Cooley-Tukey FFT — Mixed-Radix Algorithms
Overview
Algorithms that evaluate a discrete Fourier transform (DFT) in $O(N \log N)$ are collectively called FFTs.
The dominant member of the family is the divide-and-conquer scheme rediscovered by Cooley and Tukey in 1965.
The sangi FFT class uses this scheme as its core and automatically switches between a SIMD radix-2 butterfly,
a mixed-radix butterfly, and a Bluestein fallback depending on the factorisation of $N$.
For API usage, see the FFT API reference.

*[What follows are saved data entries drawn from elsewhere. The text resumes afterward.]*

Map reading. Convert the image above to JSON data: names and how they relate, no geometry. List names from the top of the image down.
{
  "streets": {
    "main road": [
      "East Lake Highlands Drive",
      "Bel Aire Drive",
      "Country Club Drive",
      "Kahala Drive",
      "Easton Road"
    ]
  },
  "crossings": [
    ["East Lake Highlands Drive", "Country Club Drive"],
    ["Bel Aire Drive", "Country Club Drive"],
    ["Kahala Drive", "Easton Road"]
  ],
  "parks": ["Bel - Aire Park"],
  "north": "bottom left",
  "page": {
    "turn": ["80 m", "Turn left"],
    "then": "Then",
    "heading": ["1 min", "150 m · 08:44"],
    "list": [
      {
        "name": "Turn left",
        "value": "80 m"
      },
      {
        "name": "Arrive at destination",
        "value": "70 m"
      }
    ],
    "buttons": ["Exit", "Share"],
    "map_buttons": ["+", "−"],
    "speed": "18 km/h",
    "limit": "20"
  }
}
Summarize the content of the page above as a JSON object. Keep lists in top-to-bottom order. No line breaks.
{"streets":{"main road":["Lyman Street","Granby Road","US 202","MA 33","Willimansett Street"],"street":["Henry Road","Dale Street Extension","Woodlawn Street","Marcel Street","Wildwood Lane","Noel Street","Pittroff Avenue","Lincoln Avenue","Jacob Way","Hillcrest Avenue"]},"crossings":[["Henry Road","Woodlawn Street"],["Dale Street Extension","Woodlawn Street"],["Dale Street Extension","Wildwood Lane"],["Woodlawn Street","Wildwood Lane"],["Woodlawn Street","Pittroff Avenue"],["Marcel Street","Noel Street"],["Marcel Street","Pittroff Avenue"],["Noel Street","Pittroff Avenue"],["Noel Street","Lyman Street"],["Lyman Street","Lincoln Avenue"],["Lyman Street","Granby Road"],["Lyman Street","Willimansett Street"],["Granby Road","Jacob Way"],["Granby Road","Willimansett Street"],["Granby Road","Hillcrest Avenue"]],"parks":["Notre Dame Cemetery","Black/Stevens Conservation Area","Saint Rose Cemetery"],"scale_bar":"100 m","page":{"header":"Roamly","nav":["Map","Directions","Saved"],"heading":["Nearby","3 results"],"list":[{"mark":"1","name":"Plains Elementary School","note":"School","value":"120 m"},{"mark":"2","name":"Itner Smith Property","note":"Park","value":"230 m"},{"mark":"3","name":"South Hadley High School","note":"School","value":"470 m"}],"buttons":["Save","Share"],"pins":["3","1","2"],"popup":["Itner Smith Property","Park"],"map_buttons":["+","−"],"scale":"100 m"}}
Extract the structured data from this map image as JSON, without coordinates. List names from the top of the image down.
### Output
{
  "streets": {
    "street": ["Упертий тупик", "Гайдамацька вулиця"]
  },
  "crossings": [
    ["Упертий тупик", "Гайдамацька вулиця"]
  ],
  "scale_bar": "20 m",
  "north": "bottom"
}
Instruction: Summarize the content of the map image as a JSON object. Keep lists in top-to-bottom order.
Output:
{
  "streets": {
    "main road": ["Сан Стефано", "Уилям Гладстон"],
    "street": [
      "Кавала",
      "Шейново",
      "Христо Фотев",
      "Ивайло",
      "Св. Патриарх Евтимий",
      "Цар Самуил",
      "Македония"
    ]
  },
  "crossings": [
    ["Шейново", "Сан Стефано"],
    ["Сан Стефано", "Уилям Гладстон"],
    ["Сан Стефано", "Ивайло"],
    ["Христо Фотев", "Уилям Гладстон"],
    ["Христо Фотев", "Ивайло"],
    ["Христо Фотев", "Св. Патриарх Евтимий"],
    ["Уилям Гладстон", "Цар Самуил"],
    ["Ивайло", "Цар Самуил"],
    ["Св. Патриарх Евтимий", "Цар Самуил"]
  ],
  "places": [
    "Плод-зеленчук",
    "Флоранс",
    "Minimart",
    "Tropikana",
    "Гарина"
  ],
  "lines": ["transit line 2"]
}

DFT definition and complexity
The discrete Fourier transform of a length-$N$ complex sequence $x[0], \dots, x[N-1]$ is defined as
$$X[k] = \sum_{n=0}^{N-1} x[n] \, \omega_N^{kn}, \qquad \omega_N = e^{-2\pi i / N}, \qquad k = 0, \dots, N-1.$$
Computed by definition the sum costs $N$ complex multiplications and $N-1$ complex additions per output index, for a total of $\Theta(N^2)$ operations. That is about $10^6$ operations at $N = 1024$ and $10^{12}$ at $N = 2^{20}$, which quickly becomes impractical.
Cooley-Tukey factorises $N = N_1 N_2$ and replaces the length-$N$ DFT with $N_2$ DFTs of length $N_1$ together with $N_1$ DFTs of length $N_2$. Recursive application produces $\log N$ levels of $O(N)$ work each, cutting the total cost down to $O(N \log N)$.
Radix-2 Cooley-Tukey
When $N = 2^m$ we split the input into even and odd indices:
$$X[k] = \sum_{n=0}^{N/2-1} x[2n] \, \omega_N^{2nk} + \omega_N^{k} \sum_{n=0}^{N/2-1} x[2n+1] \, \omega_N^{2nk}.$$
Because $\omega_N^{2} = \omega_{N/2}$ this is a linear combination of two DFTs of length $N/2$,
$$X[k] = E[k] + \omega_N^{k} \, O[k], \qquad X[k+N/2] = E[k] - \omega_N^{k} \, O[k],$$
where $E$ and $O$ are the DFTs of the even and odd subsequences. The recurrence is expressed as a symmetric complex add-subtract pair known as the butterfly.
$$\begin{pmatrix} X[k] \\ X[k+N/2] \end{pmatrix} = \begin{pmatrix} 1 & \omega_N^k \\ 1 & -\omega_N^k \end{pmatrix} \begin{pmatrix} E[k] \\ O[k] \end{pmatrix}$$
Each level performs $N$ complex add/subtracts and $N/2$ complex multiplications. With $\log_2 N$ levels the total cost is about $\frac{N}{2} \log_2 N$ complex multiplications.
See also: Cooley-Tukey FFT
DIT and DIF
The radix-2 scheme admits two dual formulations.
- DIT (Decimation-In-Time): split the time-domain index $n$ by parity. The input is bit-reversed first and the output emerges in natural order.
- DIF (Decimation-In-Frequency): split the frequency-domain index $k$ into $k$ and $k+N/2$. Butterflies run on a naturally ordered input and the output is bit-reversed afterwards.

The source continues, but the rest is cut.